Debt-ridden Ingwebu seeks bill payment holiday

The development was revealed in the latest council minutes in which the financial director reported last month that the company which is owned by council had requested a holiday in paying for the bill.

Bulawayo City Council-owned Ingwebu Breweries has requested water bill payment exemption after it accumulated a bill of more than US$400 000.

The development was revealed in the latest council minutes in which the financial director reported last month that the company which is owned by council had requested a holiday in paying for the bill.

Council indicated that Ingwebu Breweries had written to it on April 11, 2024 requesting a water bill payment holiday from April to December this year on its main brewery water account.

“The outstanding balance on the account was US$423 227,88 after the April 2024 levy. Monthly billings (are) from January 2024 to April 2024,” the minutes read.

Council also noted that the average monthly total water bill for the Ingwebu Breweries plant was US$36 853.

“The estimated billing based on their average bill up to December 2024 would be US$331 677. Ingwebu Breweries had an approved daily allocation of water of 645 kilolitres which was a monthly allocation of 19 350 kilolitres,” the minutes read.

“The average monthly consumption for Ingwebu Breweries based on actual meter readings from July 2023 to April 2024 had been 17 500 kilolitres.

“The daily allocation between July 2023 and October 2023 was 524 kilolitres per day, 15 720 kilolitres per month.”

Council noted that the allocation was resulting in monthly penalties due to water rationing.

“Ingwebu Breweries applied for an increase in its daily water allocation and it was granted in November 2023. The new daily allocation is now 645 kilolitres per day, that is, 19 350 kilolitres per month.

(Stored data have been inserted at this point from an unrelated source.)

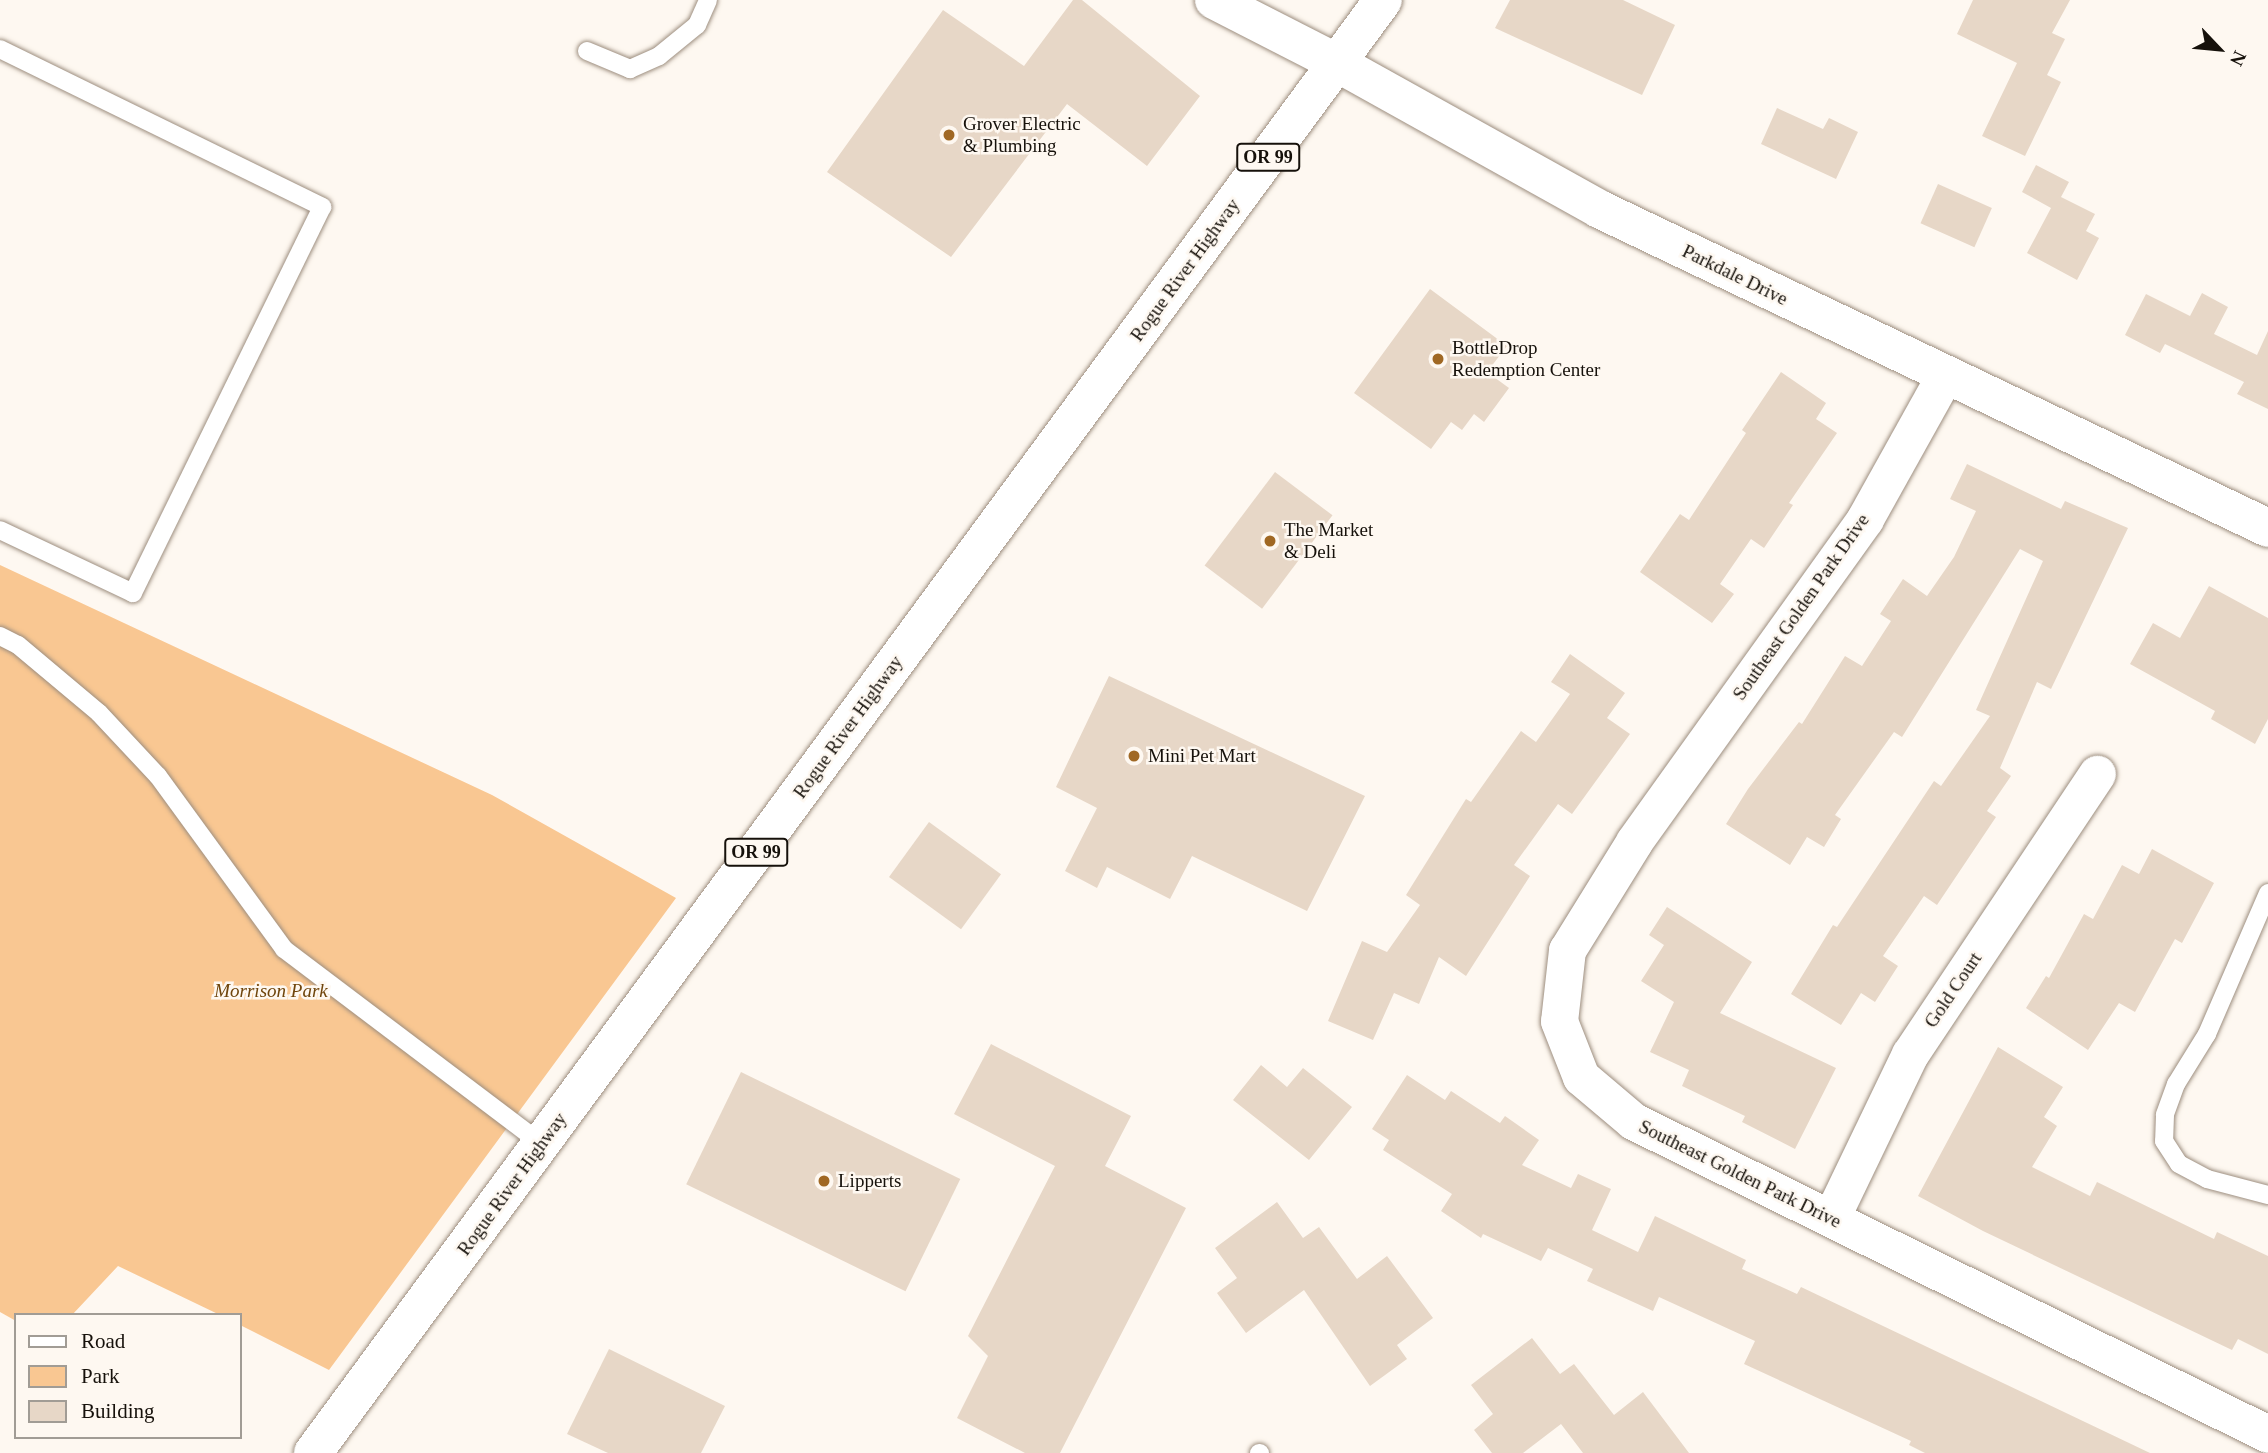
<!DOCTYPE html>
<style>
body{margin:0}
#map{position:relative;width:2268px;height:1453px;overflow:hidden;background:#fef8f1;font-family:Georgia,serif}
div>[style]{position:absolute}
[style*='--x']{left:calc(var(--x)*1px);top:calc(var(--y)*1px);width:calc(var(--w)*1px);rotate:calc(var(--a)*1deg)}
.green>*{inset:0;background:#f9c792}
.building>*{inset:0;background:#e7d7c7;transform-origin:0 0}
.roads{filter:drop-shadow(0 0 2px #9d8e7f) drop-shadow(0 0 2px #9d8e7f)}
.service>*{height:18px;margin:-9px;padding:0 9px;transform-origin:9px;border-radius:9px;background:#fff}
.minor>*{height:37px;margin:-18.5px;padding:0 18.5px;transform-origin:18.5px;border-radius:18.5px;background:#fff}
.secondary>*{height:38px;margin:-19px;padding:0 19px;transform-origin:19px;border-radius:19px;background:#fff}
.primary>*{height:38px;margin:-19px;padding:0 19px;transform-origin:19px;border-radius:19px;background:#fff}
.dots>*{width:19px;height:19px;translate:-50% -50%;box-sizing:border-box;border:4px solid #fef8f1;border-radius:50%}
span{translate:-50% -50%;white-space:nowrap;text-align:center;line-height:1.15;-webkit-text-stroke:5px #fef8f1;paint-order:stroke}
.shield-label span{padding:2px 5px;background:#fef8f1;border:2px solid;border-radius:5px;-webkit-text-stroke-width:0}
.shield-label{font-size:18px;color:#16110b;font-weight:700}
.poi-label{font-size:19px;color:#16110b}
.left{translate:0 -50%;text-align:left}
.street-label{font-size:19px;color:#16110b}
.park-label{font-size:19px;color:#6f450c;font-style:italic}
.legend{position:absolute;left:14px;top:1313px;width:228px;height:126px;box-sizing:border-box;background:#fef8f1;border:2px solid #a19c95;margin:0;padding:9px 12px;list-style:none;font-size:21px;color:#16110b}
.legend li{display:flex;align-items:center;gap:14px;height:35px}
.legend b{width:35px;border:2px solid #a19c95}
.north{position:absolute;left:2184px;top:14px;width:70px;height:70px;-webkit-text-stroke:5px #fef8f1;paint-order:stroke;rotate:116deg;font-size:19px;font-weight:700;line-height:28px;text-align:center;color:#16110b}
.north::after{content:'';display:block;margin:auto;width:24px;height:32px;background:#16110b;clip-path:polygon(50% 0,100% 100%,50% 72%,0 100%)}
</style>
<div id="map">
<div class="green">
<div style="clip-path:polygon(0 565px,492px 795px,676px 898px,329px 1370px,240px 1325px,240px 1315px,220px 1315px,118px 1266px,72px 1315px,16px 1315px,16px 1321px,0 1312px)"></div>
</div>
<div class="building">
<div style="clip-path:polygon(1073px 0,1082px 0,1200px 96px,1147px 166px,1067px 104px,951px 257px,827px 172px,943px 10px,1024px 66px)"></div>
<div style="clip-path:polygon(1510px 0,1623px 0,1675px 25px,1642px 95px,1495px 28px)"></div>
<div style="clip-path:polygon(1973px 0,2070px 0,2052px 33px,2065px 39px,2047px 75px,2061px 82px,2025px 156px,1982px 136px,2017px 63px,1957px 34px)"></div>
<div style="clip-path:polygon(1777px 108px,1823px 129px,1829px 118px,1858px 132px,1836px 179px,1761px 144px)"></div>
<div style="clip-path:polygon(2036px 165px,2069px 182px,2061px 197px,2095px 214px,2086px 231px,2099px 238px,2077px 280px,2027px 253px,2051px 208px,2022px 192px)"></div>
<div style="left:1938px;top:184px;width:59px;height:43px;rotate:24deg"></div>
<div style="clip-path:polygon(1430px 289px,1507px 346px,1487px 372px,1509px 388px,1484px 422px,1474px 414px,1462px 430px,1451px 422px,1431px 449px,1354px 393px)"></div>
<div style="clip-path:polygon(2202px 293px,2228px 307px,2214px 334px,2257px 355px,2268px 331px,2268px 409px,2237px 394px,2244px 382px,2165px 344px,2160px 353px,2125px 335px,2146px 294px,2190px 316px)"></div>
<div style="clip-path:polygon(1781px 372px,1826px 403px,1816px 419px,1837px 433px,1789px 503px,1793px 505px,1764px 548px,1751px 539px,1720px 584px,1734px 594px,1712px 623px,1640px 572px,1680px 514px,1689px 520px,1746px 433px,1742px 430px)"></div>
<div style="clip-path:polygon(1967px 464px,2061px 509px,2065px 501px,2128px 528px,2051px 689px,2037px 682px,2000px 768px,2011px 776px,1987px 811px,1996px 817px,1937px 905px,1924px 896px,1883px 956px,1898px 966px,1875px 1002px,1861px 993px,1841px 1025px,1791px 994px,1833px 925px,1837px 927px,1934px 781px,1941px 786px,1990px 716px,1976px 710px,2043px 561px,2020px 549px,1902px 737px,1894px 732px,1835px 815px,1841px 819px,1824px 847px,1807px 837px,1790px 865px,1726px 824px,1748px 789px,1799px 722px,1802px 724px,1845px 656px,1862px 666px,1891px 621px,1880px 614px,1903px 579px,1927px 596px,1954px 557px,1976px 511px,1950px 499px)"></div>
<div style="left:1275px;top:472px;width:72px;height:117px;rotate:37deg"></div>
<div style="clip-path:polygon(2209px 586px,2268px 618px,2268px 719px,2255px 744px,2211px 719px,2215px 711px,2130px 664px,2153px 623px,2180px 638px)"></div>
<div style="clip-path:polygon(1570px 654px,1625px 693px,1607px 718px,1630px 734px,1572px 814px,1558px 804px,1514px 865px,1530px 876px,1466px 976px,1439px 957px,1419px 1004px,1394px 993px,1373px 1040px,1328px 1021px,1362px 941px,1387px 952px,1420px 905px,1406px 895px,1466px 799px,1471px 802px,1521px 731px,1536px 742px,1570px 694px,1551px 682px)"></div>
<div style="clip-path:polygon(1109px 676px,1365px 796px,1307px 911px,1192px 856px,1170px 899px,1107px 867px,1097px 888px,1065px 871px,1097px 808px,1056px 787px)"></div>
<div style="left:929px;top:822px;width:89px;height:68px;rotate:36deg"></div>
<div style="clip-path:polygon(2152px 849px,2214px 883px,2182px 943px,2175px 939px,2135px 1012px,2119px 1003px,2088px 1050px,2026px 1008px,2046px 976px,2049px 978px,2084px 914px,2093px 919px,2122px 865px,2139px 874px)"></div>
<div style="clip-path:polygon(1667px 907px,1752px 962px,1720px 1013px,1836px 1068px,1795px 1149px,1742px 1122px,1745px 1116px,1682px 1086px,1689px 1070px,1650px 1052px,1674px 1002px,1641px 981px,1664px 945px,1649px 935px)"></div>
<div style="clip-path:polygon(991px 1044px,1131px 1116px,1105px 1166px,1186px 1208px,1060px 1453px,1025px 1453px,957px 1418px,988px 1356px,968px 1336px,1055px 1166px,954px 1114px)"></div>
<div style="clip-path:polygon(1998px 1047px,2063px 1087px,2044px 1117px,2057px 1126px,2032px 1167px,2090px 1196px,2097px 1182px,2214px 1239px,2217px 1232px,2268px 1256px,2268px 1354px,2238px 1339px,2232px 1350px,1983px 1231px,1918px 1196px)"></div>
<div style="clip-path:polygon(1261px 1065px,1287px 1087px,1303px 1068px,1352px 1107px,1309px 1160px,1233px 1100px)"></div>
<div style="left:741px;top:1072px;width:244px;height:125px;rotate:26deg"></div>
<div style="clip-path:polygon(1407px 1075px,1445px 1100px,1451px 1091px,1500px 1123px,1505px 1116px,1539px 1140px,1522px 1165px,1571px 1188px,1578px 1174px,1611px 1189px,1592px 1230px,1638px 1252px,1655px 1216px,1746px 1260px,1742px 1269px,1797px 1294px,1801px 1287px,2150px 1453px,1925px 1453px,1909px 1445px,1911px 1441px,1744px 1364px,1755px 1341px,1659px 1297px,1653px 1311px,1587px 1281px,1593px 1269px,1548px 1248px,1541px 1261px,1483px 1234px,1481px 1238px,1441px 1211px,1452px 1194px,1383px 1150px,1389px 1140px,1372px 1129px)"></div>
<div style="clip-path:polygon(1277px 1202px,1303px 1238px,1319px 1227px,1357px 1279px,1387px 1256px,1433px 1318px,1397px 1345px,1407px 1359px,1370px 1386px,1304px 1290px,1246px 1333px,1217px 1293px,1237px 1278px,1215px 1248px)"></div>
<div style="clip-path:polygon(1532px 1338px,1560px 1374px,1574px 1364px,1614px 1415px,1643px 1392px,1689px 1453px,1583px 1453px,1561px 1424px,1523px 1453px,1492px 1453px,1474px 1430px,1493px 1414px,1471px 1385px)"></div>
<div style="clip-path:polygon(609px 1349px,725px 1406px,701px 1453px,608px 1453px,567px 1434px)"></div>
</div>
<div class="roads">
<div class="service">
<div style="--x:0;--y:49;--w:359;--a:26.1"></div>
<div style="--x:322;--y:207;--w:430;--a:116.1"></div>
<div style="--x:133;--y:593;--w:147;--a:-154.7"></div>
<div style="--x:587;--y:51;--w:47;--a:22.7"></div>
<div style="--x:630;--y:69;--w:32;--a:-24"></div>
<div style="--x:659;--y:56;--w:49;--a:-39.2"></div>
<div style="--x:697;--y:25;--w:27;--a:-66"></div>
<div style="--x:0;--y:636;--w:20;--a:27"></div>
<div style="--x:18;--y:645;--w:106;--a:40"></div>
<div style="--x:99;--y:713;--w:86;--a:46.9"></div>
<div style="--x:158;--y:776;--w:214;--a:53.9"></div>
<div style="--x:284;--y:949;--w:323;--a:37.1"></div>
<div style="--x:2268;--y:893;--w:154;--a:113.4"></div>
<div style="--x:2207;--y:1034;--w:59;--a:121.8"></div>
<div style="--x:2176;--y:1084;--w:33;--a:110"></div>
<div style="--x:2165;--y:1115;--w:26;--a:92"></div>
<div style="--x:2164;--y:1141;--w:27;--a:57"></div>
<div style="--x:2179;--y:1164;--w:32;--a:28"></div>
<div style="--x:2207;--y:1179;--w:63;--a:14.7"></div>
<div style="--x:1259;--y:1453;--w:1;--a:0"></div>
</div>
<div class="minor">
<div style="--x:1945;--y:375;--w:165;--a:119.1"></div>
<div style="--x:1865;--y:519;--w:397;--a:125.6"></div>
<div style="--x:1634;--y:842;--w:127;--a:121.8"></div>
<div style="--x:1567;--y:950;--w:71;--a:96.4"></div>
<div style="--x:1559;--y:1021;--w:60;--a:68.6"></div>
<div style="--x:1581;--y:1077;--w:68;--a:40.2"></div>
<div style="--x:1633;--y:1121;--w:708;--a:26.24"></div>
<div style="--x:1831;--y:1218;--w:182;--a:-64.3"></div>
<div style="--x:1910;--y:1054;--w:337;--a:-56.3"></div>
</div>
<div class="secondary">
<div style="--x:1214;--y:0;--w:138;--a:27.1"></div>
<div style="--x:1337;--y:63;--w:300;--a:29.1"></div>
<div style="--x:1599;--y:209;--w:741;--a:25.49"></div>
</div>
<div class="primary">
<div style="--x:313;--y:1453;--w:1804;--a:-53.63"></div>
</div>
</div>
<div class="dots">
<div style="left:949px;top:135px;background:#a06824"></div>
<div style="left:1438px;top:359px;background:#a06824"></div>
<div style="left:1270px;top:541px;background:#a06824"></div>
<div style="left:1134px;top:756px;background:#a06824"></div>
<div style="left:824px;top:1181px;background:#a06824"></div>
</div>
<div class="shield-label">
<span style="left:1268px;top:157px">OR 99</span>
<span style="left:756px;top:852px">OR 99</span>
</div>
<div class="poi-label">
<span class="left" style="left:963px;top:135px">Grover Electric<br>&amp; Plumbing</span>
<span class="left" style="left:1452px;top:359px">BottleDrop<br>Redemption Center</span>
<span class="left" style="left:1284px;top:541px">The Market<br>&amp; Deli</span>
<span class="left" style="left:1148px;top:756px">Mini Pet Mart</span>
<span class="left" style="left:838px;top:1181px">Lipperts</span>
</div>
<div class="street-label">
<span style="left:1185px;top:270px;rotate:-54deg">Rogue River Highway</span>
<span style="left:1735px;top:275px;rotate:26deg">Parkdale Drive</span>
<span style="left:1801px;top:607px;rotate:-55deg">Southeast Golden Park Drive</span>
<span style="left:848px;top:727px;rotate:-54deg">Rogue River Highway</span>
<span style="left:1953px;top:990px;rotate:-56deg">Gold Court</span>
<span style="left:1740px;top:1174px;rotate:26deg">Southeast Golden Park Drive</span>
<span style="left:512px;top:1184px;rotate:-54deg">Rogue River Highway</span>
</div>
<div class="park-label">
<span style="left:271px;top:991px">Morrison Park</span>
</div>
<ul class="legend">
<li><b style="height:9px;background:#fff"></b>Road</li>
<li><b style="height:19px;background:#f9c792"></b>Park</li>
<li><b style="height:19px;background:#e7d7c7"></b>Building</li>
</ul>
<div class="north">N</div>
</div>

This increase has resulted in the company not being penalised,” the minutes read.

“The request was unprecedented and will set a bad precedent that services like water which are consumed and are based on cost recovery can be given a payment leave.

“This may result in other companies under financial distress requesting similar arrangements.”

Council noted that it is under a tight water rationing regime and offering free water to any entity may send a wrong signal to residents and stakeholders in the city.

It noted that some consumers’ sentiments were that non-domestic consumers should be socially responsible and contribute towards rehabilitation of recycled water infrastructure for use by non-food industries.

“The total estimated volume of water involved in Ingwebu Breweries’ request was 157 500 kilolitres valued at US$331 677. The water service charge to Ingwebu Breweries was based on the user pay principle.

“The tariff was intended to recover treatment, pumping and conveyance costs of water. Council might incur a significant budget/funding deficit if the request is granted,” council said.

“The public expectation was that Ingwebu Breweries should pay a dividend to council as opposed to Ingwebu Breweries being subsidised by the local authority.

“It was resolved and recommended that the request by Ingwebu Breweries be not acceded to as it will set a bad precedent and result in financial loss to council and that Ingwebu Breweries should enter into a payment arrangement with council to settle the outstanding debt of US$423 227,88.”

Council also resolved that Ingwebu Breweries be given relief through reversal of 100% penalties charged from July to October 2023 amounting to US$38 317,71 and suspension of charging of interest on the overdue debt and that council incurs a loss of US$38 317,71 being penalty income to be written off.

“The financial director reported on May 20 that the credit control and debt management policy section 115 provided for the write off of debts under the following selected circumstances, if all reasonable notifications and cost-effective legal avenues had been exhausted to recover specific outstanding amount/debt,” the minutes read.

“An amount equal to or less than US$50 or as determined by council from time-to-time, will be considered too small after having followed basic checks to warrant further endeavours to collect it.

“The cost to recover the debt does not warrant further action. Basic accounting checks and analysis had been done and the amounts were considered too small to warrant any further collection efforts.”